Festival Georges Brassens - Vaison la Romaine

Discours de clôture

Texte lu le 17 octobre 2021 à 12h30 lors de la cérémonie de clôture du festival Georges Brassens de Vaison-la-Romaine

Cérémonie de clôture de la XXVème édition du festival Georges Brassens de Vaison-la-Romaine

Neuf jours déjà ! Que cela passe vite neuf jours !
Aux dires des festivaliers, il n'y eut pas l'ombre d'une fausse note dans le choix des artistes programmés. Pas un seul bémol à mettre à l'actif du personnel du Village-Vacances Léo Lagrange, de ceux qui assurent la maintenance jusqu'au directeur Julien Bliard en passant par les " accueillants " et les animateurs.

Une fois encore, nous avons vécu cette manifestation comme dans une bulle. Oubliés tous les soucis de la vraie vie. Ceux qui se sentaient fébriles ont retrouvé leurs forces au fil des jours, enchaînant spectacle après spectacle.
Non ! L'overdose de chansons annoncée il y a de nombreuses années par des âmes bien intentionnées n'a toujours pas atteint nos festivaliers en terre vaisonnaise. Ceux qui sont arrivés mal en point, voire malades, ont oublié, le temps de ce rendez-vous, les traitements qui les attendent dans les jours et les semaines à venir. Je le confirme, le Festival Georges Brassens de Vaison-la-Romaine devrait être remboursé par la sécurité sociale.

Il serait bien trop long d'énumérer le nom de tous les artistes qui se sont succédé sur la scène de l'auditorium du Village-Vacances et celle de l'Espace culturel.

Des découvertes pour bon nombre de spectateurs. J'évoquerai seulement l'ouverture de l'événement par le personnel du Village-Vacances qui nous a ravis.

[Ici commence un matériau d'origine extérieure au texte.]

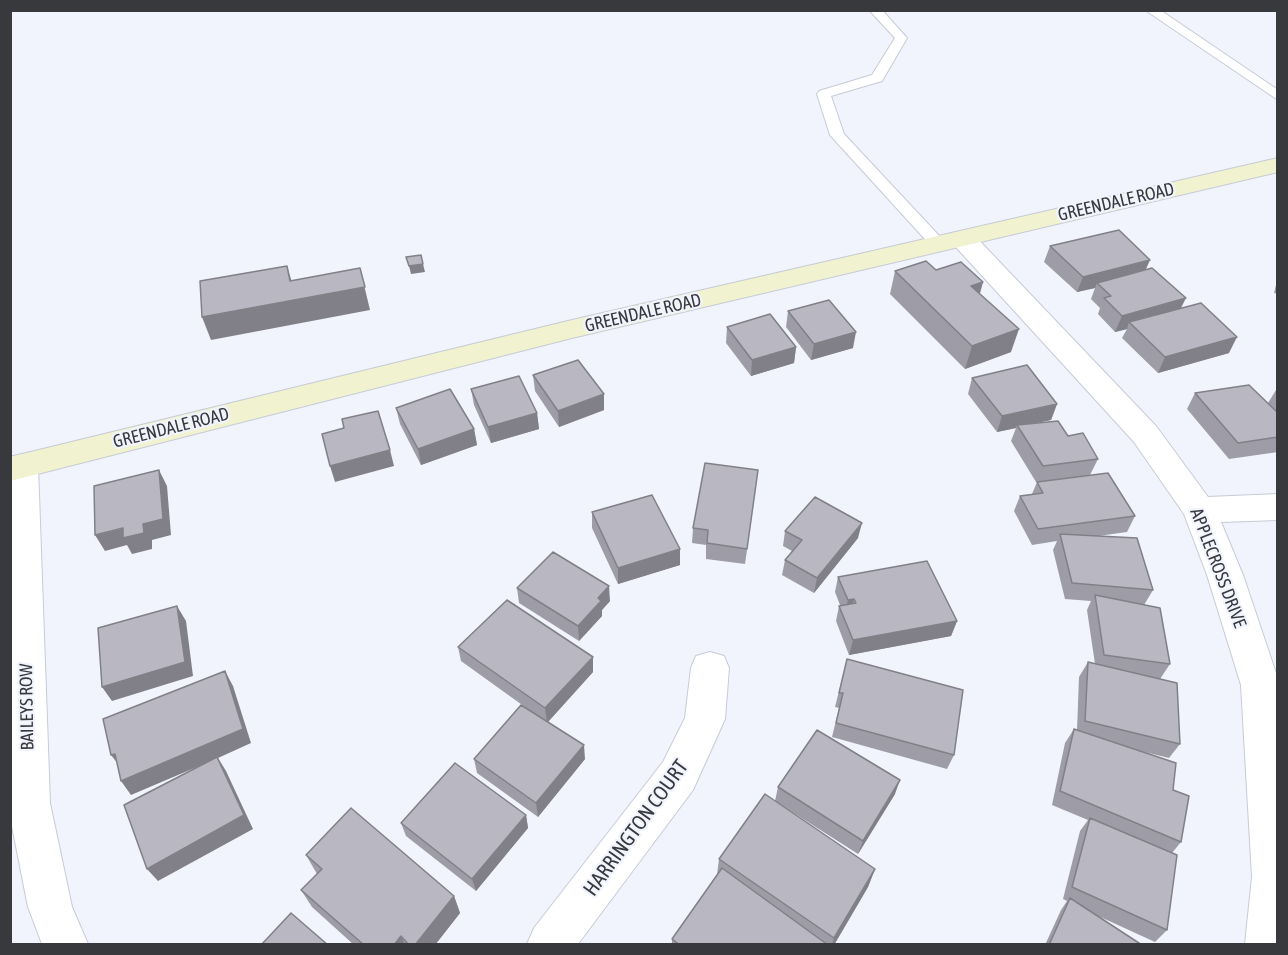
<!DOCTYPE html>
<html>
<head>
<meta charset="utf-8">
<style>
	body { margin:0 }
	#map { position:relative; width:1288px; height:955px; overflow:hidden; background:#f1f4fd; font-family:"Asap Condensed",sans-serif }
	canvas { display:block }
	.frame { position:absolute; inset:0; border:12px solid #38393d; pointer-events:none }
</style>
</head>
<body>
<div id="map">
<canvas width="1288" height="955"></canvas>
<div class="frame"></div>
</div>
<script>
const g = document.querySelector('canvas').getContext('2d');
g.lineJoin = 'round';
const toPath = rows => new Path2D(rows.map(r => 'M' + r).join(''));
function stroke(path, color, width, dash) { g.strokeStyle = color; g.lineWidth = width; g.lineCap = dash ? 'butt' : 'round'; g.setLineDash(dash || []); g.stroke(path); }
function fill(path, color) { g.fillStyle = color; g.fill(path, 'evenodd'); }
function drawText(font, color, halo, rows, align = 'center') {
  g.font = font + ' "Asap Condensed",sans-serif'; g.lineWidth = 4.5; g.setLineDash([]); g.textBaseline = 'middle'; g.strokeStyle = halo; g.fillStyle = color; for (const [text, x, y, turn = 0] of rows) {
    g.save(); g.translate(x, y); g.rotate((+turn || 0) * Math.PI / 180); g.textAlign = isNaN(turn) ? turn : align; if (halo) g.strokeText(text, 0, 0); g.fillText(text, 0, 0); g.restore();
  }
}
const lane = toPath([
	[869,10,882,10,907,38,882,81,831,96,844,134,945,242,947,245,945,248,933,248,830,135,817,94,819,91,872,75,895,38,869,10],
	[1145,10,1160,10,1278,90,1278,100,1145,10]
]);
const street = toPath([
	[963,231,972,233,1156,426,1208,497,1278,494,1278,520,1221,522,1243,575,1278,679,1278,944,1245,944,1252,877,1241,685,1207,575,1184,514,1134,442,954,245,950,239,954,233,963,231],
	[22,454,34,457,38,466,50,803,72,907,88,944,42,944,28,907,10,816,10,457,22,454],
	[710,652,724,656,729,668,725,719,693,790,578,944,527,944,534,928,663,762,685,718,691,668,696,656,710,652]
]);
const secondary = toPath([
	[1278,158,1278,172,572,338,10,481,10,457,572,320,1278,158]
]);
stroke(lane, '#c7cbd6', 2);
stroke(street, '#c7cbd6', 2);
stroke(secondary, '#c7cbd6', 2);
fill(lane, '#fff');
fill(street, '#fff');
fill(secondary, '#f1f2d0');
fill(toPath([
	[1050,246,1146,269,1181,308,1229,353,1158,373,1122,338,1127,329,1115,332,1098,314,1100,308,1091,299,1095,288,1077,292,1044,262],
	[936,270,983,282,980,294,1011,352,965,369,890,294,895,271],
	[1278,277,1278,294,1274,293],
	[788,311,853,348,811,360,786,327],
	[727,327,796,347,794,363,751,376,726,343],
	[533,375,604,410,559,427,535,391],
	[972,378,1057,404,1051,420,1034,423,1068,436,1098,459,1090,475,1135,516,1127,532,1098,536,1153,590,1144,605,1170,664,1160,679,1180,744,1169,758,1140,751,1173,790,1181,842,1172,853,1167,930,1155,942,1096,915,1142,945,1045,945,1061,910,1067,901,1063,899,1080,831,1088,820,1052,805,1065,743,1074,729,1077,730,1079,677,1088,662,1095,664,1087,610,1091,601,1065,599,1053,550,1057,541,1032,545,1014,511,1020,496,1032,494,1037,482,1036,482,1011,441,1016,428,997,432,968,394],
	[471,389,537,413,539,429,491,443,474,405],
	[1278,389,1278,452,1229,459,1187,409,1195,393,1268,403,1276,390],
	[396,408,474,429,477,445,421,465,400,424],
	[756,486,745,564,706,559,706,545,692,543,693,528],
	[592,512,680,549,680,565,618,584,592,528],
	[785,531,858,538,814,593,782,575,785,560,792,551,783,546],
	[838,577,957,621,951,636,849,655,836,621,839,606,840,605,835,592],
	[517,588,610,601,602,610,602,616,579,641,519,603],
	[458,647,593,672,548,722,585,759,538,817,477,773,474,759,525,707,461,661],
	[847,659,954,755,947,769,832,737,839,708,835,707],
	[778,787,895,794,858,854,775,801],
	[526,815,528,828,476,891,406,836,401,823],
	[306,855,454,896,460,913,435,945,354,945,312,907,301,890,317,874],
	[719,859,875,869,868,887,834,945,672,945,672,939,717,875]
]), '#9e9da7');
fill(toPath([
	[1150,260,1143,276,1097,283,1095,288,1077,292,1083,277],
	[423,264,425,272,411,274,409,266],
	[287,266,294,289,360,268,370,310,211,340,202,317,290,281],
	[983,282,976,305,971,286],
	[1186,298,1178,314,1129,322,1127,329,1115,332,1122,316],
	[1019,329,1011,352,965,369,972,346],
	[856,332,853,348,811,360,814,344],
	[1237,337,1229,353,1158,373,1165,357],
	[796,347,794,363,751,376,752,360],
	[604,394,604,410,559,427,558,411],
	[1057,404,1051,420,1018,427,1017,425,1016,428,997,432,1002,416],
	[537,413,539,429,491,443,488,427],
	[474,429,477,445,421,465,418,449],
	[390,450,394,466,335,482,330,466],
	[159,470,167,486,171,535,152,540,152,549,132,554,127,545,105,551,95,535,143,524],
	[862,523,858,538,814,593,817,578],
	[680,549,680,565,618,584,618,568],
	[609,586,610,601,602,610,602,616,579,641,578,626,598,598],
	[854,599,850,614,844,615,848,600],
	[177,606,186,621,193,676,112,701,102,687],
	[957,621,951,636,849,655,853,640],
	[593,657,593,672,547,723,545,708],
	[225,671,233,686,251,743,218,758,226,771,253,829,158,881,147,869,218,758,131,795,121,781],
	[584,745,585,759,538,817,536,803],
	[115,754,122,769,111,755],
	[900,780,895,794,858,854,863,841],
	[526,815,528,828,476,891,472,879],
	[875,869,868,887,834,945,832,945,834,938],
	[454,896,460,913,435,945,415,945],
	[401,936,405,945,394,945]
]), '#818088');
const building = toPath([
	[1119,230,1150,260,1083,277,1050,246,1119,230],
	[421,255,423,264,409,266,406,257,421,255],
	[926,261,936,270,961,262,983,282,971,286,1019,329,972,346,895,271,926,261],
	[287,266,290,281,360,268,365,287,202,317,200,281,287,266],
	[1152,268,1186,298,1122,316,1104,298,1111,296,1097,283,1152,268],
	[829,300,856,332,814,344,788,311,829,300],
	[1201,303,1237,337,1165,357,1129,322,1201,303],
	[770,314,796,347,752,360,727,327,770,314],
	[578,360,604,394,558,411,533,375,578,360],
	[1027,365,1057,404,1002,416,972,378,1027,365],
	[519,376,537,413,488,427,471,389,519,376],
	[1249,385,1278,413,1278,437,1238,443,1195,393,1249,385],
	[450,389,474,429,418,449,396,408,450,389],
	[378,411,390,450,330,466,322,434,344,428,342,419,378,411],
	[1058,421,1068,436,1083,433,1098,459,1043,466,1017,425,1058,421],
	[705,463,758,470,747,549,707,543,708,530,693,528,705,463],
	[159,470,163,519,143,524,144,533,123,538,123,528,95,535,94,486,159,470],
	[1108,473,1135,516,1038,529,1020,496,1043,493,1037,482,1108,473],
	[652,495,680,549,618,568,592,512,652,495],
	[815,497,862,523,817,578,785,560,802,540,785,531,815,497],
	[1060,534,1137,538,1153,590,1072,583,1060,534],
	[553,552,609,586,598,598,601,601,578,626,517,588,553,552],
	[927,561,957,621,853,640,839,606,856,603,854,599,848,600,838,577,927,561],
	[1095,595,1160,608,1170,664,1104,655,1095,595],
	[507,600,593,657,545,708,458,647,507,600],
	[177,606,185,662,102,687,98,628,177,606],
	[847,659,963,690,954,755,836,723,843,693,839,693,847,659],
	[1088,662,1177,683,1180,744,1085,721,1088,662],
	[225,671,243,729,121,781,115,754,111,755,103,719,225,671],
	[521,705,584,745,536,803,474,759,521,705],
	[1074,729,1176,763,1173,790,1189,796,1181,842,1060,791,1074,729],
	[817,730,900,780,863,841,778,787,817,730],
	[217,757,244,815,147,869,124,805,217,757],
	[455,763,526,815,472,879,401,823,455,763],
	[765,794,875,869,834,938,719,859,765,794],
	[351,808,454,896,415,945,409,945,401,936,394,945,364,945,301,890,322,869,306,855,351,808],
	[1090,818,1177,855,1167,930,1072,887,1090,818],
	[722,868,828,945,680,945,672,939,722,868],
	[1070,898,1142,945,1049,945,1070,898],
	[291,913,328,945,261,945,291,913]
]);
fill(building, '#b8b7c2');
stroke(building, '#818088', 1.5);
drawText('18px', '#38393d', '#f1f4fd', [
	["GREENDALE ROAD",1116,202,-13],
	["GREENDALE ROAD",643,313,-13],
	["GREENDALE ROAD",171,428,-14],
	["APPLECROSS DRIVE",1218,568,69],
	["BAILEYS ROW",27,707,-91]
]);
drawText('21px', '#38393d', '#f1f4fd', [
	["HARRINGTON COURT",636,828,-54]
]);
</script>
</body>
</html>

L'incroyable présence emplie d'intelligence et d'humour de Pascal Mary, le courage et le métier de Pascal Danel, qui était au bord de l'épuisement à une seconde de son entrée en scène et qui s'est soudain revigoré aux premiers applaudissements du public, comme par miracle, par enchantement.
La qualité des interprètes, de Michel Avallone, Sébastien Chaperon, Natasha Bezriche en passant par Alain Sebbah, Bernard Degavre, Rémo Gary, Philippe Forcioli, André Chiron, Renée Garlène...

Le concert tout en tendresse d'un Yves Duteil qui a séduit une salle pleine comme un œuf. Un Francis Lalanne dont la présence fut dans un premier temps décriée, critiquée, redoutée même. On s'attendait à un malheur !
Certains nous conseillaient même d'employer un service d'ordre. Grand branle-bas dans notre Landerneau vaisonnais !
Il est venu dans son accoutrement original, n'a ressenti aucune agressivité, n'a été emmerdé par personne et nous a offert un magnifique spectacle, en excellent musicien, poète et homme sensible qu'il est. Il fut très marqué par l'écoute du public, la sensation de vivre un moment hors du temps. Aucun débordement. Tant pis pour les charognards qui nous attendaient au tournant.
Désolé ! Le clash attendu, pour certains espéré, n'a pas eu lieu.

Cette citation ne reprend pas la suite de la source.